TASK DETAILS - All of the records below are to be given again word for word, with the pictures removed.

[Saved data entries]
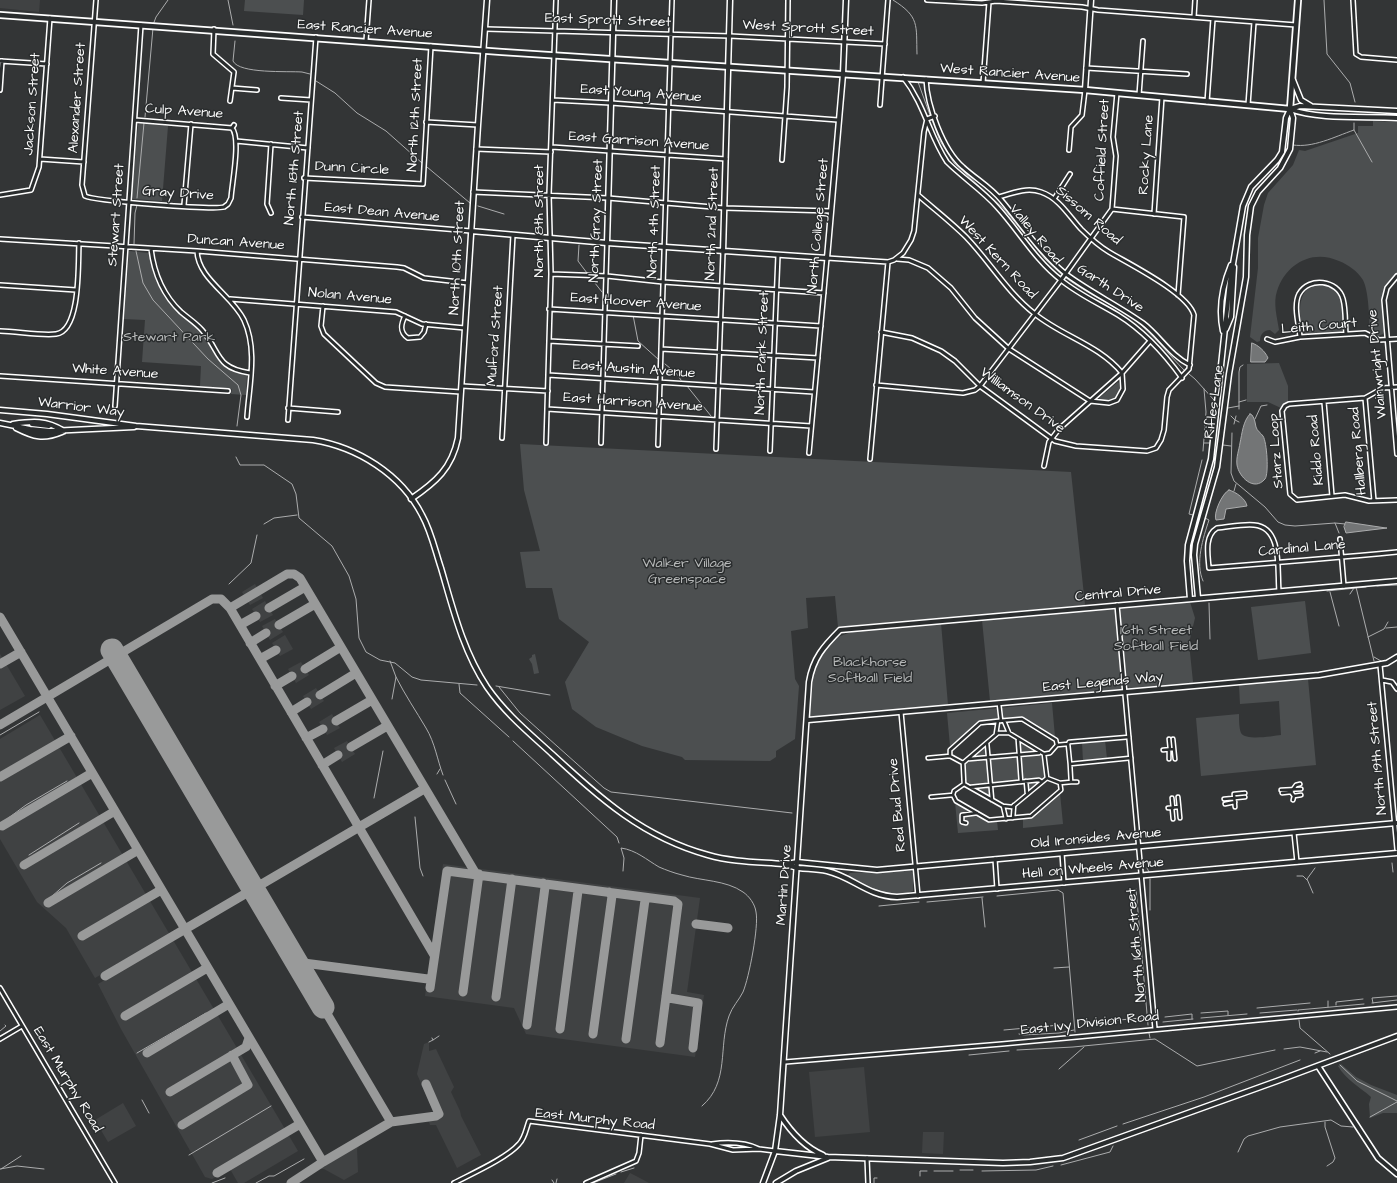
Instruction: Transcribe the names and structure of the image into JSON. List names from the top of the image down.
{
  "streets": {
    "main road": ["East Rancier Avenue", "West Rancier Avenue"],
    "street": [
      "East Sprott Street",
      "West Sprott Street",
      "East Young Avenue",
      "Alexander Street",
      "Jackson Street",
      "Culp Avenue",
      "North 12th Street",
      "East Garrison Avenue",
      "Coffield Street",
      "Rocky Lane",
      "North 18th Street",
      "Dunn Circle",
      "Gray Drive",
      "East Dean Avenue",
      "Stewart Street",
      "Sissom Road",
      "North 8th Street",
      "North Gray Street",
      "North 4th Street",
      "North 2nd Street",
      "North College Street",
      "Valley Road",
      "Duncan Avenue",
      "North 10th Street",
      "West Kern Road",
      "Garth Drive",
      "Nolan Avenue",
      "East Hoover Avenue",
      "Leith Court",
      "Mulford Street",
      "North Park Street",
      "Wainwright Drive",
      "East Austin Avenue",
      "White Avenue",
      "Williamson Drive",
      "Rifles Lane",
      "East Harrison Avenue",
      "Warrior Way",
      "Kiddo Road",
      "Starz Loop",
      "Hallberg Road",
      "Cardinal Lane",
      "Central Drive",
      "East Legends Way",
      "North 19th Street",
      "Red Bud Drive",
      "Old Ironsides Avenue",
      "Hell on Wheels Avenue",
      "Martin Drive",
      "North 16th Street",
      "East Ivy Division Road",
      "East Murphy Road"
    ]
  },
  "crossings": [
    ["East Sprott Street", "West Sprott Street"],
    ["East Sprott Street", "North 8th Street"],
    ["East Sprott Street", "North Gray Street"],
    ["East Sprott Street", "North 4th Street"],
    ["East Sprott Street", "North 2nd Street"],
    ["East Sprott Street", "North 10th Street"],
    ["West Sprott Street", "North 2nd Street"],
    ["West Sprott Street", "North College Street"],
    ["East Rancier Avenue", "West Rancier Avenue"],
    ["East Rancier Avenue", "Alexander Street"],
    ["East Rancier Avenue", "Jackson Street"],
    ["East Rancier Avenue", "North 12th Street"],
    ["East Rancier Avenue", "North 18th Street"],
    ["East Rancier Avenue", "Stewart Street"],
    ["East Rancier Avenue", "North 8th Street"],
    ["East Rancier Avenue", "North Gray Street"],
    ["East Rancier Avenue", "North 4th Street"],
    ["East Rancier Avenue", "North 2nd Street"],
    ["East Rancier Avenue", "North 10th Street"],
    ["West Rancier Avenue", "Coffield Street"],
    ["West Rancier Avenue", "Rocky Lane"],
    ["West Rancier Avenue", "North 2nd Street"],
    ["West Rancier Avenue", "North College Street"],
    ["West Rancier Avenue", "Garth Drive"],
    ["West Rancier Avenue", "Rifles Lane"],
    ["East Young Avenue", "North 8th Street"],
    ["East Young Avenue", "North Gray Street"],
    ["East Young Avenue", "North 4th Street"],
    ["East Young Avenue", "North 2nd Street"],
    ["East Young Avenue", "North College Street"],
    ["Alexander Street", "Gray Drive"],
    ["Culp Avenue", "Gray Drive"],
    ["Culp Avenue", "Stewart Street"],
    ["North 12th Street", "Dunn Circle"],
    ["East Garrison Avenue", "North 8th Street"],
    ["East Garrison Avenue", "North Gray Street"],
    ["East Garrison Avenue", "North 4th Street"],
    ["East Garrison Avenue", "North 2nd Street"],
    ["East Garrison Avenue", "North 10th Street"],
    ["North 18th Street", "Dunn Circle"],
    ["North 18th Street", "East Dean Avenue"],
    ["North 18th Street", "Duncan Avenue"],
    ["North 18th Street", "Nolan Avenue"],
    ["Gray Drive", "Stewart Street"],
    ["East Dean Avenue", "North 8th Street"],
    ["East Dean Avenue", "North Gray Street"],
    ["East Dean Avenue", "North 4th Street"],
    ["East Dean Avenue", "North 2nd Street"],
    ["East Dean Avenue", "North College Street"],
    ["East Dean Avenue", "North 10th Street"],
    ["East Dean Avenue", "Mulford Street"],
    ["East Dean Avenue", "North Park Street"],
    ["Stewart Street", "Duncan Avenue"],
    ["Stewart Street", "White Avenue"],
    ["Sissom Road", "Garth Drive"],
    ["North 8th Street", "East Hoover Avenue"],
    ["North 8th Street", "East Austin Avenue"],
    ["North 8th Street", "East Harrison Avenue"],
    ["North Gray Street", "East Hoover Avenue"],
    ["North Gray Street", "East Austin Avenue"],
    ["North Gray Street", "East Harrison Avenue"],
    ["North 4th Street", "East Hoover Avenue"],
    ["North 4th Street", "East Austin Avenue"],
    ["North 4th Street", "East Harrison Avenue"],
    ["North 2nd Street", "East Hoover Avenue"],
    ["North 2nd Street", "East Austin Avenue"],
    ["North 2nd Street", "East Harrison Avenue"],
    ["North College Street", "East Hoover Avenue"],
    ["North College Street", "East Austin Avenue"],
    ["North College Street", "East Harrison Avenue"],
    ["Valley Road", "Williamson Drive"],
    ["Duncan Avenue", "North 10th Street"],
    ["North 10th Street", "Nolan Avenue"],
    ["East Hoover Avenue", "North Park Street"],
    ["Leith Court", "Wainwright Drive"],
    ["North Park Street", "East Austin Avenue"],
    ["North Park Street", "East Harrison Avenue"],
    ["Wainwright Drive", "Starz Loop"],
    ["Rifles Lane", "Central Drive"],
    ["Kiddo Road", "Starz Loop"],
    ["Starz Loop", "Hallberg Road"],
    ["Central Drive", "Martin Drive"],
    ["Central Drive", "North 16th Street"],
    ["East Legends Way", "North 19th Street"],
    ["East Legends Way", "Red Bud Drive"],
    ["East Legends Way", "Martin Drive"],
    ["East Legends Way", "North 16th Street"],
    ["North 19th Street", "Old Ironsides Avenue"],
    ["Red Bud Drive", "Old Ironsides Avenue"],
    ["Red Bud Drive", "Hell on Wheels Avenue"],
    ["Old Ironsides Avenue", "Martin Drive"],
    ["Old Ironsides Avenue", "North 16th Street"],
    ["Hell on Wheels Avenue", "Martin Drive"],
    ["Hell on Wheels Avenue", "North 16th Street"],
    ["Martin Drive", "East Ivy Division Road"],
    ["North 16th Street", "East Ivy Division Road"]
  ],
  "parks": [
    "Stewart Park",
    "Walker Village Greenspace",
    "16th Street Softball Field",
    "Blackhorse Softball Field"
  ]
}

YOUR RESPONSE -
Instruction: Transcribe the names and structure of the image into JSON. List names from the top of the image down.
{
  "streets": {
    "main road": ["East Rancier Avenue", "West Rancier Avenue"],
    "street": [
      "East Sprott Street",
      "West Sprott Street",
      "East Young Avenue",
      "Alexander Street",
      "Jackson Street",
      "Culp Avenue",
      "North 12th Street",
      "East Garrison Avenue",
      "Coffield Street",
      "Rocky Lane",
      "North 18th Street",
      "Dunn Circle",
      "Gray Drive",
      "East Dean Avenue",
      "Stewart Street",
      "Sissom Road",
      "North 8th Street",
      "North Gray Street",
      "North 4th Street",
      "North 2nd Street",
      "North College Street",
      "Valley Road",
      "Duncan Avenue",
      "North 10th Street",
      "West Kern Road",
      "Garth Drive",
      "Nolan Avenue",
      "East Hoover Avenue",
      "Leith Court",
      "Mulford Street",
      "North Park Street",
      "Wainwright Drive",
      "East Austin Avenue",
      "White Avenue",
      "Williamson Drive",
      "Rifles Lane",
      "East Harrison Avenue",
      "Warrior Way",
      "Kiddo Road",
      "Starz Loop",
      "Hallberg Road",
      "Cardinal Lane",
      "Central Drive",
      "East Legends Way",
      "North 19th Street",
      "Red Bud Drive",
      "Old Ironsides Avenue",
      "Hell on Wheels Avenue",
      "Martin Drive",
      "North 16th Street",
      "East Ivy Division Road",
      "East Murphy Road"
    ]
  },
  "crossings": [
    ["East Sprott Street", "West Sprott Street"],
    ["East Sprott Street", "North 8th Street"],
    ["East Sprott Street", "North Gray Street"],
    ["East Sprott Street", "North 4th Street"],
    ["East Sprott Street", "North 2nd Street"],
    ["East Sprott Street", "North 10th Street"],
    ["West Sprott Street", "North 2nd Street"],
    ["West Sprott Street", "North College Street"],
    ["East Rancier Avenue", "West Rancier Avenue"],
    ["East Rancier Avenue", "Alexander Street"],
    ["East Rancier Avenue", "Jackson Street"],
    ["East Rancier Avenue", "North 12th Street"],
    ["East Rancier Avenue", "North 18th Street"],
    ["East Rancier Avenue", "Stewart Street"],
    ["East Rancier Avenue", "North 8th Street"],
    ["East Rancier Avenue", "North Gray Street"],
    ["East Rancier Avenue", "North 4th Street"],
    ["East Rancier Avenue", "North 2nd Street"],
    ["East Rancier Avenue", "North 10th Street"],
    ["West Rancier Avenue", "Coffield Street"],
    ["West Rancier Avenue", "Rocky Lane"],
    ["West Rancier Avenue", "North 2nd Street"],
    ["West Rancier Avenue", "North College Street"],
    ["West Rancier Avenue", "Garth Drive"],
    ["West Rancier Avenue", "Rifles Lane"],
    ["East Young Avenue", "North 8th Street"],
    ["East Young Avenue", "North Gray Street"],
    ["East Young Avenue", "North 4th Street"],
    ["East Young Avenue", "North 2nd Street"],
    ["East Young Avenue", "North College Street"],
    ["Alexander Street", "Gray Drive"],
    ["Culp Avenue", "Gray Drive"],
    ["Culp Avenue", "Stewart Street"],
    ["North 12th Street", "Dunn Circle"],
    ["East Garrison Avenue", "North 8th Street"],
    ["East Garrison Avenue", "North Gray Street"],
    ["East Garrison Avenue", "North 4th Street"],
    ["East Garrison Avenue", "North 2nd Street"],
    ["East Garrison Avenue", "North 10th Street"],
    ["North 18th Street", "Dunn Circle"],
    ["North 18th Street", "East Dean Avenue"],
    ["North 18th Street", "Duncan Avenue"],
    ["North 18th Street", "Nolan Avenue"],
    ["Gray Drive", "Stewart Street"],
    ["East Dean Avenue", "North 8th Street"],
    ["East Dean Avenue", "North Gray Street"],
    ["East Dean Avenue", "North 4th Street"],
    ["East Dean Avenue", "North 2nd Street"],
    ["East Dean Avenue", "North College Street"],
    ["East Dean Avenue", "North 10th Street"],
    ["East Dean Avenue", "Mulford Street"],
    ["East Dean Avenue", "North Park Street"],
    ["Stewart Street", "Duncan Avenue"],
    ["Stewart Street", "White Avenue"],
    ["Sissom Road", "Garth Drive"],
    ["North 8th Street", "East Hoover Avenue"],
    ["North 8th Street", "East Austin Avenue"],
    ["North 8th Street", "East Harrison Avenue"],
    ["North Gray Street", "East Hoover Avenue"],
    ["North Gray Street", "East Austin Avenue"],
    ["North Gray Street", "East Harrison Avenue"],
    ["North 4th Street", "East Hoover Avenue"],
    ["North 4th Street", "East Austin Avenue"],
    ["North 4th Street", "East Harrison Avenue"],
    ["North 2nd Street", "East Hoover Avenue"],
    ["North 2nd Street", "East Austin Avenue"],
    ["North 2nd Street", "East Harrison Avenue"],
    ["North College Street", "East Hoover Avenue"],
    ["North College Street", "East Austin Avenue"],
    ["North College Street", "East Harrison Avenue"],
    ["Valley Road", "Williamson Drive"],
    ["Duncan Avenue", "North 10th Street"],
    ["North 10th Street", "Nolan Avenue"],
    ["East Hoover Avenue", "North Park Street"],
    ["Leith Court", "Wainwright Drive"],
    ["North Park Street", "East Austin Avenue"],
    ["North Park Street", "East Harrison Avenue"],
    ["Wainwright Drive", "Starz Loop"],
    ["Rifles Lane", "Central Drive"],
    ["Kiddo Road", "Starz Loop"],
    ["Starz Loop", "Hallberg Road"],
    ["Central Drive", "Martin Drive"],
    ["Central Drive", "North 16th Street"],
    ["East Legends Way", "North 19th Street"],
    ["East Legends Way", "Red Bud Drive"],
    ["East Legends Way", "Martin Drive"],
    ["East Legends Way", "North 16th Street"],
    ["North 19th Street", "Old Ironsides Avenue"],
    ["Red Bud Drive", "Old Ironsides Avenue"],
    ["Red Bud Drive", "Hell on Wheels Avenue"],
    ["Old Ironsides Avenue", "Martin Drive"],
    ["Old Ironsides Avenue", "North 16th Street"],
    ["Hell on Wheels Avenue", "Martin Drive"],
    ["Hell on Wheels Avenue", "North 16th Street"],
    ["Martin Drive", "East Ivy Division Road"],
    ["North 16th Street", "East Ivy Division Road"]
  ],
  "parks": [
    "Stewart Park",
    "Walker Village Greenspace",
    "16th Street Softball Field",
    "Blackhorse Softball Field"
  ]
}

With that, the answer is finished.